IMS has covered several heat island projects, including:

* The District of Columbia issued an RFP in August 2018 to create map layers to assess the urban heat island in the District and to identify areas with the greatest potential for cooling (IMS 437254).

* For its Urban Heat Island Mitigation Project, the New York State Energy Research and Development Authority issued an RFP in April 2018 for landscape architect/planning and or arborist services for an urban forestry program in the Bronx that will maximize the environmental benefits of strategically sited sustainable infrastructure (IMS 425184).

A week after California’s Climate Change Assessment was released, the state’s Climate-Safe Infrastructure Working Group announced its recommendations to help “design and construct infrastructure to withstand higher temperatures, more frequent and intense storms, drought, wildfires and sea-level rise.” The Working Group provided “critical information that engineers responsible for infrastructure design and construction need to address climate change impacts.” The report is now available at

There have long been design standards to avoid damage from 100- or 200-year floods. The last decade has brought greater awareness and planning for droughts and water shortages. And architects and engineers have begun incorporating sea-level rise forecasts into public infrastructure plans.

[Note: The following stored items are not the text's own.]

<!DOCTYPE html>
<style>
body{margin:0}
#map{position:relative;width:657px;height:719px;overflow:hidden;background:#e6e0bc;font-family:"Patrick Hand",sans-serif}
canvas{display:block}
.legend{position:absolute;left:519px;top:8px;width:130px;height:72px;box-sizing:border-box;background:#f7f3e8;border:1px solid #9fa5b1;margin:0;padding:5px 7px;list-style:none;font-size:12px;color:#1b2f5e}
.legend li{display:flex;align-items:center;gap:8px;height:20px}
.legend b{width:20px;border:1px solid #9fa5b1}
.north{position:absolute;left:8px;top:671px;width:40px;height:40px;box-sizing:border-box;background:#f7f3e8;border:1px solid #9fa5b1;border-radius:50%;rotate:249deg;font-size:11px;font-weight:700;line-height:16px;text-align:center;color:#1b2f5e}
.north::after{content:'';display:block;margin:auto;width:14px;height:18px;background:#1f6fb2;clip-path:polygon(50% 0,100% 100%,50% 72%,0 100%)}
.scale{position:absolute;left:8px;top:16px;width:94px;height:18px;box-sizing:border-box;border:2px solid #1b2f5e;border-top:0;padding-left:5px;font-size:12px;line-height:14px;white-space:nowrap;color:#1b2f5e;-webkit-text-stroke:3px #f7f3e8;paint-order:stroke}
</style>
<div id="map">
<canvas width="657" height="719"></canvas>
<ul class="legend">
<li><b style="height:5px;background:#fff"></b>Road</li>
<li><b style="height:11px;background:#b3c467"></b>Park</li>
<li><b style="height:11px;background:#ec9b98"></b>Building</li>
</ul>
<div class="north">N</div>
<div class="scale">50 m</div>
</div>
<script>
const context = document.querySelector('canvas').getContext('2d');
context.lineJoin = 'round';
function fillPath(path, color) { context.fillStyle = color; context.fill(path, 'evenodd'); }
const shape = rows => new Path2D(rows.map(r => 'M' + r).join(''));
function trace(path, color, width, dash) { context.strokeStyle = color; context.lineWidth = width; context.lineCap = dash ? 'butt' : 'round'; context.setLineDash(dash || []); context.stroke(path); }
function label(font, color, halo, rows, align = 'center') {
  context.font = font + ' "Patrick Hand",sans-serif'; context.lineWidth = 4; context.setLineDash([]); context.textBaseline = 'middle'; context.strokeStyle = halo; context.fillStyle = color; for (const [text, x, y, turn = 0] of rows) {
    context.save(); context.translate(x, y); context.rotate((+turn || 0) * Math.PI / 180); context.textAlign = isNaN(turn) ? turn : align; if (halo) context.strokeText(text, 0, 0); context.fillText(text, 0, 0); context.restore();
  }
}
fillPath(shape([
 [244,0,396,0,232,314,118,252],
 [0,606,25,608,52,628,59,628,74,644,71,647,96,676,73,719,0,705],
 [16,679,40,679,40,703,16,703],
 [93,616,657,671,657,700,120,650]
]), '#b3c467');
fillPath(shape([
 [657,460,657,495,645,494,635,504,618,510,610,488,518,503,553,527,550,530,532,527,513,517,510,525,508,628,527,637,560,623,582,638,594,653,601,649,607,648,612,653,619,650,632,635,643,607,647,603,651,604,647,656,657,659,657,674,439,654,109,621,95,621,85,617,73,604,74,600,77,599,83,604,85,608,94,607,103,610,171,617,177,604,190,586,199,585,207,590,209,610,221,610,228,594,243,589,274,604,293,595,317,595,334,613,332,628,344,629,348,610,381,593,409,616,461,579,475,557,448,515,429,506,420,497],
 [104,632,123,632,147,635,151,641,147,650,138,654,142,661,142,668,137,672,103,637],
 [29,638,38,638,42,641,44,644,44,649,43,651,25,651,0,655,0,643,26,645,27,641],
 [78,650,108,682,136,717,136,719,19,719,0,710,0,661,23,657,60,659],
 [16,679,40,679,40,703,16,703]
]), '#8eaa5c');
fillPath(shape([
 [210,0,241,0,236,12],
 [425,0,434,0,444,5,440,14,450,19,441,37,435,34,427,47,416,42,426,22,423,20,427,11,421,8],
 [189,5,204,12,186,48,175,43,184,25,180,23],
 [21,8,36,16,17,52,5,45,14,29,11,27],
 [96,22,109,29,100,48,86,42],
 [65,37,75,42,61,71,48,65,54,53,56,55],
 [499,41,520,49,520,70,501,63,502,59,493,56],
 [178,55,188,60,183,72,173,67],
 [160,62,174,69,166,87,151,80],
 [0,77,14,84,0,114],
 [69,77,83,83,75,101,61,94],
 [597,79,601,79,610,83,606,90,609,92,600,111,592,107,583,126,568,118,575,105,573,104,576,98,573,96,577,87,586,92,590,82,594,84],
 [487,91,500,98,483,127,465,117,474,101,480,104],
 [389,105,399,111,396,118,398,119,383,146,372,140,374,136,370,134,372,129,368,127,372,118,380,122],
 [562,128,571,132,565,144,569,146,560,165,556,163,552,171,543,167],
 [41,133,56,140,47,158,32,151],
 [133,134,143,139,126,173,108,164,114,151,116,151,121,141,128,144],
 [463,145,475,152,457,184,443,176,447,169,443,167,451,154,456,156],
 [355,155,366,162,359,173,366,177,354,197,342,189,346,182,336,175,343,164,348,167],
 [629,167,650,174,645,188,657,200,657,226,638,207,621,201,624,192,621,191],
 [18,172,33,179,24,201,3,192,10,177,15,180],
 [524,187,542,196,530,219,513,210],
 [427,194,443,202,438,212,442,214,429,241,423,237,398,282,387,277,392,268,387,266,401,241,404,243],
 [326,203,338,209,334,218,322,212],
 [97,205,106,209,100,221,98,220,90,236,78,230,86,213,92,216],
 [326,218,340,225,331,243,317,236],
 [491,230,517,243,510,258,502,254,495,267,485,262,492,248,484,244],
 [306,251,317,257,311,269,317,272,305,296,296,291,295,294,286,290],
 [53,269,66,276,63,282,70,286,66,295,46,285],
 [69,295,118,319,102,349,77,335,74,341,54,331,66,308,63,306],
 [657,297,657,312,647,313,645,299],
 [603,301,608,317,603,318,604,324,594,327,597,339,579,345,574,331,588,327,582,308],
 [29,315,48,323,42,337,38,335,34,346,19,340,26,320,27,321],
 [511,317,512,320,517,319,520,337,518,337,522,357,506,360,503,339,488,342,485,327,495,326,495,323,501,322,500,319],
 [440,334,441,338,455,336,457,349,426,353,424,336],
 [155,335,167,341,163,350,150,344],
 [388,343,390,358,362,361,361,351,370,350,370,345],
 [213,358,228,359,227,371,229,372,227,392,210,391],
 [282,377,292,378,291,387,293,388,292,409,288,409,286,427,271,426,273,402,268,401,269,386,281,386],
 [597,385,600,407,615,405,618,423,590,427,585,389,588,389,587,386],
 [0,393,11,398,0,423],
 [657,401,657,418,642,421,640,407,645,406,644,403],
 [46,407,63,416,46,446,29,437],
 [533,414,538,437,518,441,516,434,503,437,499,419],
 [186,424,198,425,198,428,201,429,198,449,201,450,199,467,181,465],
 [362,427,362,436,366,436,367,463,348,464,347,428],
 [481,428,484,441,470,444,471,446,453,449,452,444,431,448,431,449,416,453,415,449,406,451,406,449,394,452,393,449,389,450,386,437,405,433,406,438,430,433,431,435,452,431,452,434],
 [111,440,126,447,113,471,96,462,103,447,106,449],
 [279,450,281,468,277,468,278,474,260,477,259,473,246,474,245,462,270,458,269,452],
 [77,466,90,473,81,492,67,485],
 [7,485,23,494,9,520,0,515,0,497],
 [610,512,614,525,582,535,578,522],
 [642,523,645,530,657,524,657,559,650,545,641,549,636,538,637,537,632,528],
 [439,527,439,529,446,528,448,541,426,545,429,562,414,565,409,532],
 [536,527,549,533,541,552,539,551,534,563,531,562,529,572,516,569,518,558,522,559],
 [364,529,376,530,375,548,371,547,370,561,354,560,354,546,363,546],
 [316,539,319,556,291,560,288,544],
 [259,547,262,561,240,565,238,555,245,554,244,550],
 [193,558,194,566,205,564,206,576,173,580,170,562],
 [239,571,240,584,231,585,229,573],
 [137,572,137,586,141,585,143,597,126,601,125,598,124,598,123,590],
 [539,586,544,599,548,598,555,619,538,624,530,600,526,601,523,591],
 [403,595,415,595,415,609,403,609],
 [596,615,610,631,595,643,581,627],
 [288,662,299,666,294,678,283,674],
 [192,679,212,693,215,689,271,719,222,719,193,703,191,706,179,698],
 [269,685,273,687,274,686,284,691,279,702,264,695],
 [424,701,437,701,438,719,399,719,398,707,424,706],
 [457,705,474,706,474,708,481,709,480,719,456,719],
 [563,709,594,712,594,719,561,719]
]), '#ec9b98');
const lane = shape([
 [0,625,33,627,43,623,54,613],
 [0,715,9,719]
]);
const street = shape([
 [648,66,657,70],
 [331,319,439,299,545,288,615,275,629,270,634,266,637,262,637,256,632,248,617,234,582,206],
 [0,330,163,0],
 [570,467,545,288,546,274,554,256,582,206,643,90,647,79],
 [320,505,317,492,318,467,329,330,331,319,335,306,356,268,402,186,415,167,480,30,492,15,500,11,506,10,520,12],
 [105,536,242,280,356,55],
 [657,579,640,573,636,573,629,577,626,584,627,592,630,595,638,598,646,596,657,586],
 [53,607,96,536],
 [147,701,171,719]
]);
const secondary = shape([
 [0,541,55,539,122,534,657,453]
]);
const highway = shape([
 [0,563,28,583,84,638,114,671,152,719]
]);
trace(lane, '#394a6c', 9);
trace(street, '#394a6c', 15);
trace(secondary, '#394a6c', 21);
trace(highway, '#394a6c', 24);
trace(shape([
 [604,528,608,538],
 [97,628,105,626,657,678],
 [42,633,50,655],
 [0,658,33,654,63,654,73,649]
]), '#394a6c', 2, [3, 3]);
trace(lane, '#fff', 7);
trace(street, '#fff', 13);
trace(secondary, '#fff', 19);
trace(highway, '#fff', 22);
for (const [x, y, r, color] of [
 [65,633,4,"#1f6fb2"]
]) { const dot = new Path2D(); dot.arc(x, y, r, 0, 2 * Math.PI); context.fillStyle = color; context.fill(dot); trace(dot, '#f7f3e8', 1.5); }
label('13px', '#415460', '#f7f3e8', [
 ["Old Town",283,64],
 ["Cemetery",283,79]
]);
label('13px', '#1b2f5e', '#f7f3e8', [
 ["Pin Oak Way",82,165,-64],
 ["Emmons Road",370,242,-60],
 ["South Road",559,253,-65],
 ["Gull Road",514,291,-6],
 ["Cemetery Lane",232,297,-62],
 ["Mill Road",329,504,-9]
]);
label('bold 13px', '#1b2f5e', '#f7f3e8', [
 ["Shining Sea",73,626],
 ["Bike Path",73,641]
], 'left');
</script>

Extreme droughts and flooding can both contribute to severe disasters, as was the case in Montecito, CA earlier this year. (Source: California’s Fourth Climate Change Assessment)

* The City of Miami Beach, FL, issued an RFQ in July 2018 for a consultant to prepare an integrated water management master plan. Materials testing and pre-design surveys were some necessary components to prepare for and mitigate anticipate sea-level rise (IMS 436042).

* The New York City Economic Development Corporation also released an RFP in July 2018 for a consultant to provide engineering for bulkhead repair and replacement along Coney Island Creek. Potential flooding due to future sea-level rise has created a need to strengthen the existing bulkheads (IMS 434581-1).

IMS now expects to see more RFPs, local codes, and developer incentives that target the effects of extreme heat. The heat waves of today and tomorrow are more than an inconvenience. Extreme heat will literally become part of the design and engineering climate.